SWAINTON – Cape May County’s oldest African American church may not be where some thought it was. The John Wesley United Methodist Church, on Goshen Swainton Road, will celebrate its 180th anniversary in February 2020, dating its inception to 1840. Church members said this makes their church the oldest.
The church, active but with dwindling membership, sits astride railroad tracks that once hosted the Swainton Station. The cemetery is the final resting place of black veterans from the Civil War to Vietnam, as well as the Spanish American War of 1898.
Several historic African American residents of the area are also interred there. No final count of the graves is possible since markers continue to be found, lost in the trees and often covered with moss.
The church was founded by John West, whose early years were spent as a slave in Raleigh, N.C. Escaping slavery in 1823, West traveled to Cape May County. A religious man, West was active in the local Methodist community.
After working in the area, West was able to purchase a tract of land in East Goshen, near an old canning factory. Later, West bought the existing 1832 Asbury Methodist Church building, which was moved to the tract in East Goshen.
West appealed to the Methodist Conference at Dennis Creek for permission to begin a church. Permission was granted on the leap day of the leap year in 1840, giving the church an old pedigree among county African American churches. It is that date that the church community will celebrate Feb. 29, 2020.
The church building in Swainton was erected in 1908. Nan LaCorte and Gregory Hudgins, church members active in researching the history of West’s church, said this is not the building from East Goshen, which many thought had been moved to the site in Swainton.
The 1908 building, over a century old, was built as the new home for the church when blacks began moving down from the Goshen location in search of better work opportunities. The Civil War veteran whose grave is marked was among the first interred in the new cemetery when he passed in 1908.
LaCorte and Hudgins said that the church community is actively seeking grants and other funding to help care for the aging building and cemetery, which represents an important and less well-known chapter in the African American history of the county.
In addition to the anniversary celebration, the congregation plans other events intended to help county residents appreciate the church’s history. In April 2020, the church will participate in an “African American Cemetery Tour.”
A presentation of handmade replicas of quilts, sewn by Quaker sympathizers as “road maps” to the north for escaped slaves, will be held May 16. The church will offer an enactment June 20, 2020 entitled, “Who was Lovinia Armour Coachman?,” which will present a factual account of an early 1800’s African American woman born into slavery in the Goshen area.

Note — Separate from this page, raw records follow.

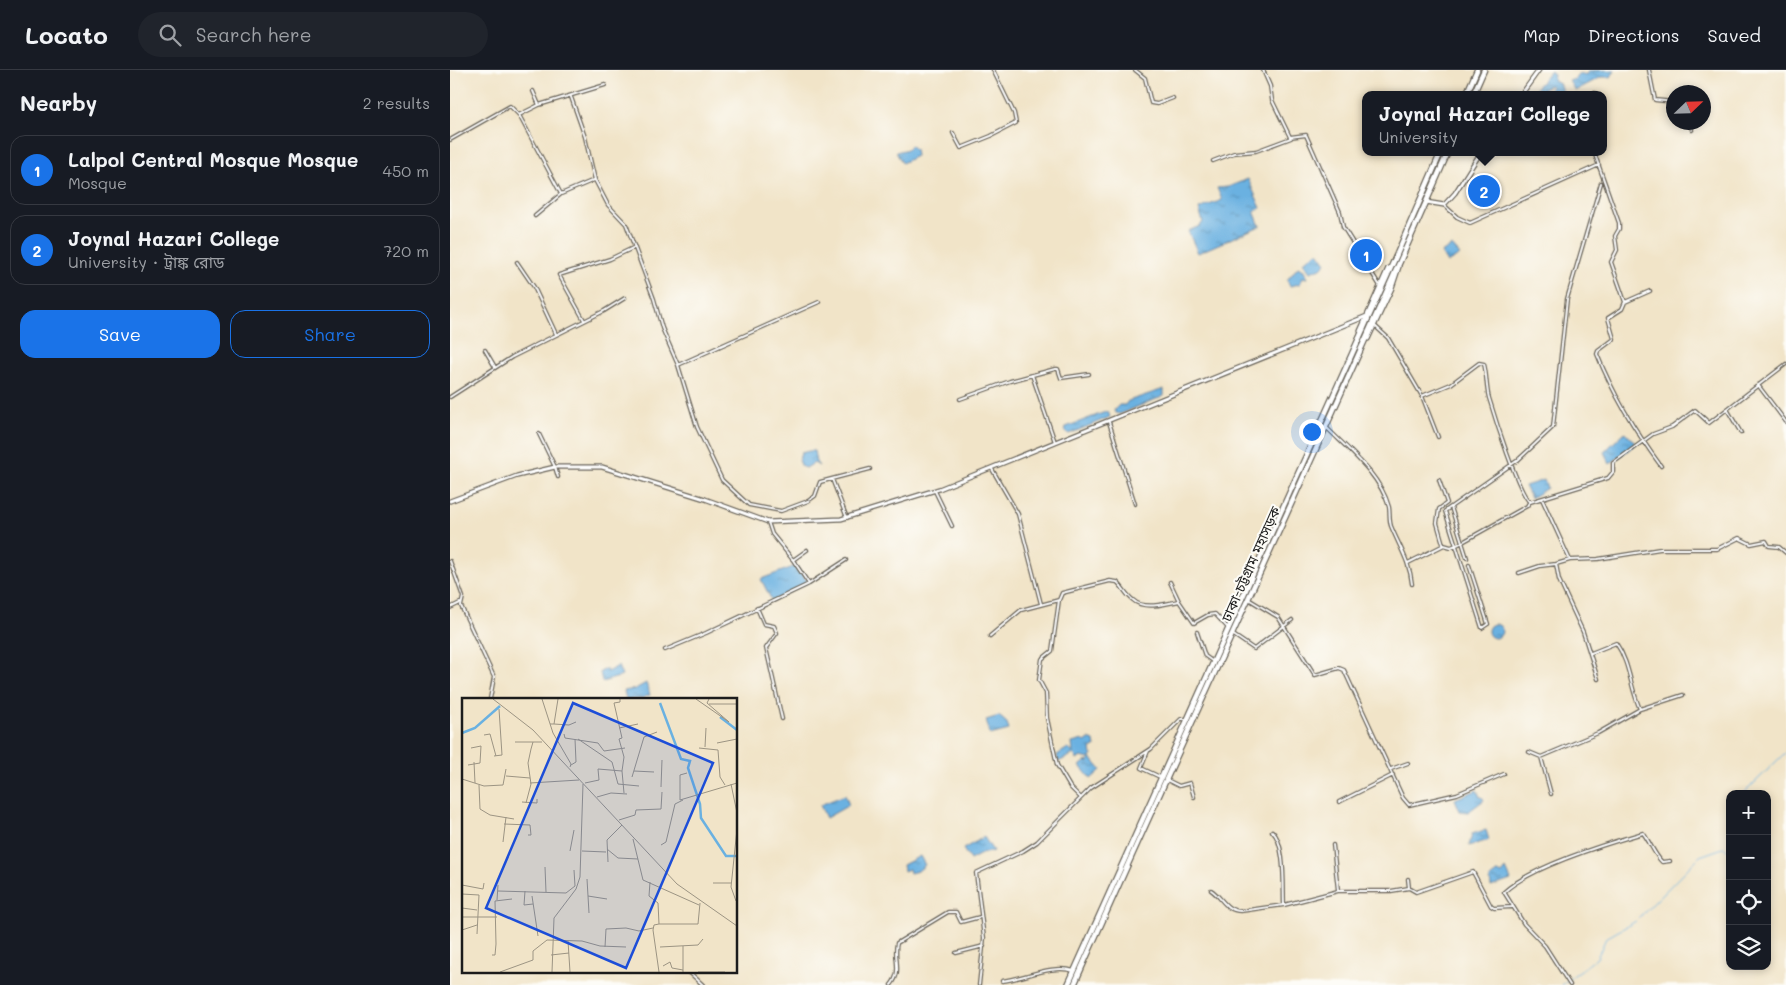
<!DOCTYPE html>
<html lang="en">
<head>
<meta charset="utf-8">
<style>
	body { margin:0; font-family:Mali,"Noto Sans Bengali",sans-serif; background:#20242c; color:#f1f3f6 }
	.controls { position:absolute; right:15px; bottom:15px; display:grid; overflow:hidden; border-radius:10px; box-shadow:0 2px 8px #0003 }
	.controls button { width:45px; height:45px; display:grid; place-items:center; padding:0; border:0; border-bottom:1px solid #363941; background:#171b24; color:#f1f3f6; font:25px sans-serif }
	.compass { position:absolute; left:1216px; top:15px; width:45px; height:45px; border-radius:50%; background:#171b24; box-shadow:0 2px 8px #0003; rotate:67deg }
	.you { position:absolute; left:861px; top:361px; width:18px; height:18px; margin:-12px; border:4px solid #fff; border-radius:50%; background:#1a73e8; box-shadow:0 0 0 8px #1a73e833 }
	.badge { display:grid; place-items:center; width:32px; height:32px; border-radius:50%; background:#1a73e8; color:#fff; font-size:16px; font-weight:700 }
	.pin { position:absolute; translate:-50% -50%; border:2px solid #fff; box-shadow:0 1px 5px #0006 }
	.popup { position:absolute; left:912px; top:21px; width:245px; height:65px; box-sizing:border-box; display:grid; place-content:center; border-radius:10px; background:#171b24; filter:drop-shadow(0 1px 4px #0005); font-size:16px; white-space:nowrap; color:#9ea1a6 }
	.popup b { font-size:19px; color:#f1f3f6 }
	.popup::after { content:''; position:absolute; left:50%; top:100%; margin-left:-10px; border:10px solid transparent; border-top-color:#171b24 }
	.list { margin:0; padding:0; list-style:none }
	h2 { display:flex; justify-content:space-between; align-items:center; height:65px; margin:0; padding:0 20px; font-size:21px }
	h2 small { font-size:16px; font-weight:400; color:#9ea1a6 }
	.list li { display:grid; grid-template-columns:32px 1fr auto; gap:15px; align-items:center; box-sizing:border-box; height:70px; margin:0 10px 10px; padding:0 10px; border:1px solid #363941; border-radius:15px }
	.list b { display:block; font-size:19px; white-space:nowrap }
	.list p { margin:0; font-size:16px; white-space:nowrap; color:#9ea1a6 }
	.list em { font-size:16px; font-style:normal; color:#9ea1a6 }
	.actions { display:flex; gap:10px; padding:15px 20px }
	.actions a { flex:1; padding:11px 0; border:1px solid #1a73e8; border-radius:15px; text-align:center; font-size:18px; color:#1a73e8 }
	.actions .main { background:#1a73e8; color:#fff }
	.icon { flex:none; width:28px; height:28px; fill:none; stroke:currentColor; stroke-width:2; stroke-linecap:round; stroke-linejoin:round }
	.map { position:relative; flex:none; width:1336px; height:915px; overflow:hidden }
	header { display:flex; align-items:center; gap:30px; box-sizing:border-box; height:70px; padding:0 25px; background:#171b24; border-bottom:1px solid #363941 }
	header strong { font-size:24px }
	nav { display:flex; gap:28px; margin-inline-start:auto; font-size:18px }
	.search { width:350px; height:45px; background:#20242c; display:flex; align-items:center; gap:12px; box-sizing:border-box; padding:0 18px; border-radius:28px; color:#9ea1a6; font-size:19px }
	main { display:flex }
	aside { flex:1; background:#171b24 }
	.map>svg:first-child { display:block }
	.water { fill:url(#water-ripples); stroke:#43667e }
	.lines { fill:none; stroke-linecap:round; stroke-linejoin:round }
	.stream { stroke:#6ab1e1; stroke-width:1 }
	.street-casing { stroke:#676258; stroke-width:4.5 }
	.secondary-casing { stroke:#676258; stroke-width:5.5 }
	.highway-casing { stroke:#676258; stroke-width:7 }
	.street { stroke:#fff; stroke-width:2 }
	.secondary { stroke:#fff; stroke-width:3 }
	.highway { stroke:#fff; stroke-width:4.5 }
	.labels { text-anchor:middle; stroke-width:4; stroke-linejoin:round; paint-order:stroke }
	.street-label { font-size:14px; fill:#1c1c1c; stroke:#fdfcf7 }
	.inset-river { fill:none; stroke:#6ab1e1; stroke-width:2.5 }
	.inset-road { fill:none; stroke:#9c9483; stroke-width:1 }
	.view { fill:#1d4ed8; fill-opacity:0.15; stroke:#1d4ed8; stroke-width:2.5 }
	.inset-edge { fill:none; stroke:#1c1c1c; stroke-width:2.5 }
</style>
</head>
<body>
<header>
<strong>Locato</strong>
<div class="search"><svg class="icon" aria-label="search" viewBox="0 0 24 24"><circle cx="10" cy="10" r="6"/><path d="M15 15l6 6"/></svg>Search here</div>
<nav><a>Map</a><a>Directions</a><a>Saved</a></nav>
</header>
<main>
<aside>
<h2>Nearby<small>2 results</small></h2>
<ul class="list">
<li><span class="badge">1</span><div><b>Lalpol Central Mosque Mosque</b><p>Mosque</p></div><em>450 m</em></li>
<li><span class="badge">2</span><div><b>Joynal Hazari College</b><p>University · ট্রাঙ্ক রোড</p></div><em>720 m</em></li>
</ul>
<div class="actions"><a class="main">Save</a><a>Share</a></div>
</aside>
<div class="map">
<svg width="1336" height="915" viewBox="0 0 1336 915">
	<defs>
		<pattern id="water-ripples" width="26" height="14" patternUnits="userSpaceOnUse" patternTransform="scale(1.25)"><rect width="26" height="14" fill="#6ab1e1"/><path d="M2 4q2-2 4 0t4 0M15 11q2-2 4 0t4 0" fill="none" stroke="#568fb6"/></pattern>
	</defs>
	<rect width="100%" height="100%" fill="#fdfcf7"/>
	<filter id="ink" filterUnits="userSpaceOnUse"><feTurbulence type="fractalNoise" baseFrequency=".02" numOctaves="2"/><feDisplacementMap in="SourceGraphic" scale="10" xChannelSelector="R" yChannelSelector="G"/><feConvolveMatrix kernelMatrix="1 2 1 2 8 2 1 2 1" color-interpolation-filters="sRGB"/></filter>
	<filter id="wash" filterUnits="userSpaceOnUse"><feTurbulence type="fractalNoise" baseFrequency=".0096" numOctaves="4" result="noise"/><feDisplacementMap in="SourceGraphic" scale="20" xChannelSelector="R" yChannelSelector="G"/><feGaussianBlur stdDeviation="1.12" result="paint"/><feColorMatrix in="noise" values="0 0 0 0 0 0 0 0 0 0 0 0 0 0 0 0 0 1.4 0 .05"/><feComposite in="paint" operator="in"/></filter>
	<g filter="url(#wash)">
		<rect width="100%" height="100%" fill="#f1e4c8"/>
		<path class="water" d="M1165 0 1161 7H1151L1125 21 1119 11 1125 9 1128 5 1138 4V1Z
			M1101 1 1104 5 1103 10 1109 13 1112 21 1106 25H1097L1101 17 1099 15 1089 23 1086 18Z
			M460 75 465 79 466 86 452 93 446 82 458 79Z
			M798 109 811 138 804 141 810 156 748 183 738 161 750 156 753 152 749 139 772 130 767 118 778 117Z
			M1002 176 1010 185 997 193 991 183Z
			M868 182 876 193 871 198 860 202 853 192Z
			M848 197 854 200 857 208 852 207 850 214 840 216 837 210Z
			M714 319V326L670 344 665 343 664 340 669 335H675L678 331Z
			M658 341 660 347 619 364 615 361 616 357Z
			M1175 362 1186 374 1160 394 1154 382Z
			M359 381H364L366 392 369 396 364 393 356 398 352 397 349 390 351 383Z
			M1094 410 1097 418 1081 428 1075 416Z
			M346 496 358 512 322 531 311 509Z
			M1038 561a7 7 0 1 1 14 0a7 7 0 1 1-14 0Z
			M168 596 172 606 152 612 150 602 156 599 157 602Z
			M196 613 200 625 190 629H176L174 621 185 619Z
			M549 646 557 653 559 660 540 665 536 650Z
			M639 669 644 671 645 677 641 679 642 685 639 689 631 687 627 690 624 684 608 692 607 685 618 678 623 683 622 673 633 670 635 672Z
			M641 688 651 700 641 709 630 696 636 691 638 693Z
			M1027 720 1030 727H1032L1034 730 1018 742 1010 741 1005 729Z
			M395 725 399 735 376 748 370 735Z
			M1036 760 1039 770 1019 776 1022 764Z
			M534 767 543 781 531 784 520 790 513 779Z
			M470 786 475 795 468 801 460 803 459 799 454 801 453 795Z
			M1056 799 1061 810 1041 817 1040 808 1048 802 1052 804Z"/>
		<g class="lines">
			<path class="stream" d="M1293 724 1336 682
				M1111 915 1147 888 1156 868 1186 851 1250 786 1273 778 1280 781"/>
		</g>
	</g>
	<g filter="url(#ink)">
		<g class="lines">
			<defs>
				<path id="street" d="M685 0 695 8 701 33 707 34 723 28
					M813 0 820 16 822 30 840 67 856 65 890 142 893 157 930 216
					M1199 0 1205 30 1224 32
					M83 21 89 35
					M1137 25 1145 23
					M121 27 135 67 145 110 158 135 176 154 204 229 212 258 228 295 247 357 272 410 299 435 331 441 358 431 365 426 370 412 420 399
					M69 45 89 35 155 15
					M1239 52 1242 60
					M503 63 511 78 541 66 566 53 564 43 543 0
					M0 70 60 36 69 45 111 124
					M1144 82 1169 153V159L1165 166 1167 180 1161 192 1175 232 1172 239 1158 248 1164 269 1148 281 1147 284C1163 324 1185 361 1211 396
					M763 91 784 83 806 81 841 68
					M994 135 1007 147 1020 153 1149 95
					M85 146 111 124 144 110
					M67 192 84 217 106 264
					M1175 232 1200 221
					M134 250 109 205 160 189 185 177
					M925 256 938 268 972 326 1001 314 1029 293 1034 294C1037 305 1036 317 1039 328 1044 345 1069 425 1080 432L1158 408 1163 402V393L1203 364 1222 357 1245 340 1259 353 1336 294
					M35 280 45 297
					M228 295 369 232
					M582 305 605 372
					M1308 315 1336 352
					M972 326 988 367
					M0 327 62 287 154 241 175 228
					M510 329 560 311 605 299H608L611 308 639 304
					M1277 339 1291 363
					M659 352 685 434
					M877 358C900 381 930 405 939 437 940 443 939 450 941 456 949 476 960 492 962 514
					M89 364 105 397 108 407
					M542 399 568 444 591 534
					M382 409 397 448
					M989 410 997 433 989 439 987 453 993 474
					M485 421 502 456
					M1092 429 1120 490
					M1001 437 1017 488
					M318 452 322 464 343 490
					M357 480 343 490 359 514
					M0 491 13 527 11 536 44 607 40 629
					M958 493 994 475 1001 477 1009 474 1077 436 1080 431
					M1106 494 1109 510 1133 562 1148 609
					M1019 495 1038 554 1032 558 995 441 1068 390 1103 357 1117 229 1151 113
					M1069 503 1090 496 1106 494 1120 490 1148 489 1210 479H1267L1289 468 1301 474 1316 471 1319 476 1329 477 1336 483
					M720 512 729 531
					M800 530 828 547 865 605 889 598 894 600 953 728 959 735 1007 724 1054 704
					M0 538 10 533
					M307 538 314 554 324 556 327 563 316 578 332 649
					M747 562 755 586 762 591
					M782 564 804 579 842 550
					M540 566 571 540 609 530
					M215 580 256 563 359 514 396 490
					M1141 583 1166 573C1180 593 1180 617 1190 639
					M698 681 691 698 710 707
					M1079 682 1091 687 1148 663 1190 639 1233 625
					M1091 687 1101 724
					M941 699 958 693
					M717 710 729 716 740 713 744 727
					M631 728 620 717 607 695 597 648 596 623 589 610 592 589 602 581 609 530 612 523 660 511 667 512C673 517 676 525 683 530 693 540 716 534 729 531L744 553 758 545 765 544 778 558
					M889 732 943 705
					M822 761C836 774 833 817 834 835
					M883 775 888 820
					M958 809 959 818
					M761 820C772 827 775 841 791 841L834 835 888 821H941L959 818 966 822 1023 802 1041 836 1044 838 1062 837
					M506 883 534 876
					M238 901 253 915
					M552 911C575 908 603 894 624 901
					M441 915C453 901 443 888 447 873L498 842H506L511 852 530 847
					M529 915 534 868 526 803 573 781 587 772 641 718 701 679 731 649H737
					M1120 915 1095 876 1074 854 1054 822C1082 796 1155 774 1193 763 1200 772 1204 784 1212 792L1220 791"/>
				<path id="secondary" d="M1071 25 1089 0
					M976 132 994 135 1005 123 1031 82
					M910 261 938 198
					M918 269 942 218 949 197
					M0 431 67 406 105 397H152L255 429 318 452 391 449 489 419 917 246"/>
				<path id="highway" d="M1016 25 1027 0
					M1023 25 1034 0
					M618 915 947 184 991 82
					M624 915C747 637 877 361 998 82"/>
			</defs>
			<use href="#street" class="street-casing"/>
			<use href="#secondary" class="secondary-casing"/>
			<use href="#highway" class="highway-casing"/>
			<use href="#street" class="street"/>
			<use href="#secondary" class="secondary"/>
			<use href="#highway" class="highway"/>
		</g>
	</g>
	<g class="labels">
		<g class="street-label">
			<text transform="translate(801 494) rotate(-66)" y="5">ঢাকা-চট্টগ্রাম মহাসড়ক</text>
		</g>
	</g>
	<g transform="translate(12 628)">
		<rect width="275" height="275" fill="#f1e4c8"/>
		<path class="inset-river" d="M198 5 219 61 228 63 226 70 238 106 239 120 264 158H275M258 19 275 32M0 35 13 30 38 8"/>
		<path class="inset-road" d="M31 1 71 32 215 186 275 228M80 1 91 35 109 66 108 69M234 1 267 24 245 5 247 1M247 6H275M88 26H92L96 1M92 26 107 27 114 24M157 30 176 26M102 36 103 40 136 45 142 53 163 50M22 37 28 36 34 58M116 41 150 64 156 86 177 88M53 44H71M255 45 275 41M243 49 244 30M237 50 256 52 258 79 263 87M32 58 40 57 37 11M12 64 13 85M6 67 18 65 19 48 9 50M109 67 114 64 113 41M160 73 162 95M172 73 192 74M225 75 218 77V102L275 85M44 78 68 80M170 79 182 39 195 34M0 81 22 88 41 87 44 71M68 85 117 82M123 85 137 82 136 71 160 73 162 59 157 41 160 40 152 5 158 4V1M269 86 275 115M17 87 18 111 28 117 52 121M199 89 200 62M135 99 149 95 165 96M60 104 75 105V101M64 105 69 86 66 65 69 51 71 44H80M157 122 173 117 174 112 199 111 200 94M42 126 68 127 69 137H66M171 141 181 182 237 207M41 144 44 119M199 147 204 144 213 106 221 102M145 151 156 160 176 161M108 153 112 132M120 153 144 154M146 164 145 142 160 127M83 169 84 194M125 181 127 215M188 184 187 198 196 205 197 226 192 227 191 232 197 274M251 185H269M0 187 21 191 22 185M36 193 104 195 113 188 112 172M63 193 62 207 71 206M0 196 17 197 15 236M70 198 76 238M126 198 145 201M35 202 36 187M274 203 269 189 275 131M0 210 15 212M0 219H35M197 226H236L238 205M0 232 15 227M106 243 108 274M221 248V274M143 249 144 231 164 230 177 233 191 230M198 249 236 247 241 241M30 257H33L34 246 33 203 50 201M89 257 107 255M201 268 208 264 210 270 221 272M38 274 71 262V253L85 242 120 243 138 248 164 249M90 274 92 220 114 191 118 179 121 86M236 274H263"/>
		<path class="view" d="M111 5 251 65 164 270 24 210Z"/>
		<rect width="275" height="275" class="inset-edge"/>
	</g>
</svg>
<div class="controls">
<button>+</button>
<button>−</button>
<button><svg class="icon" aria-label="locate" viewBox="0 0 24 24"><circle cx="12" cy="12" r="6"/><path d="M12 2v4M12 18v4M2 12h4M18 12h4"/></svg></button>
<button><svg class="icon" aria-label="layers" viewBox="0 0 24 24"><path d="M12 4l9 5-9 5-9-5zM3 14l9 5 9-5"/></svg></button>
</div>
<svg class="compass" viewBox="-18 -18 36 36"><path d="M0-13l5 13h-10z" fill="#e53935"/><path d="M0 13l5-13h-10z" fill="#9ea1a6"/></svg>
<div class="you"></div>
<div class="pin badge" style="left:916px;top:185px">1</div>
<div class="pin badge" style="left:1034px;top:121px">2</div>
<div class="popup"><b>Joynal Hazari College</b>University</div>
</div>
</main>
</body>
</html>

With plans for a Harriet Tubman Museum next door to the historic Macedonia Baptist Church on Lafayette Street in Cape May, along with the expected restoration of the Franklin Street School, which was used as a school for African American children during segregation, a number of efforts are underway to tell the story of the county’s African American heritage. The church on Goshen Swainton Road has played a critical role in that heritage for 180 years.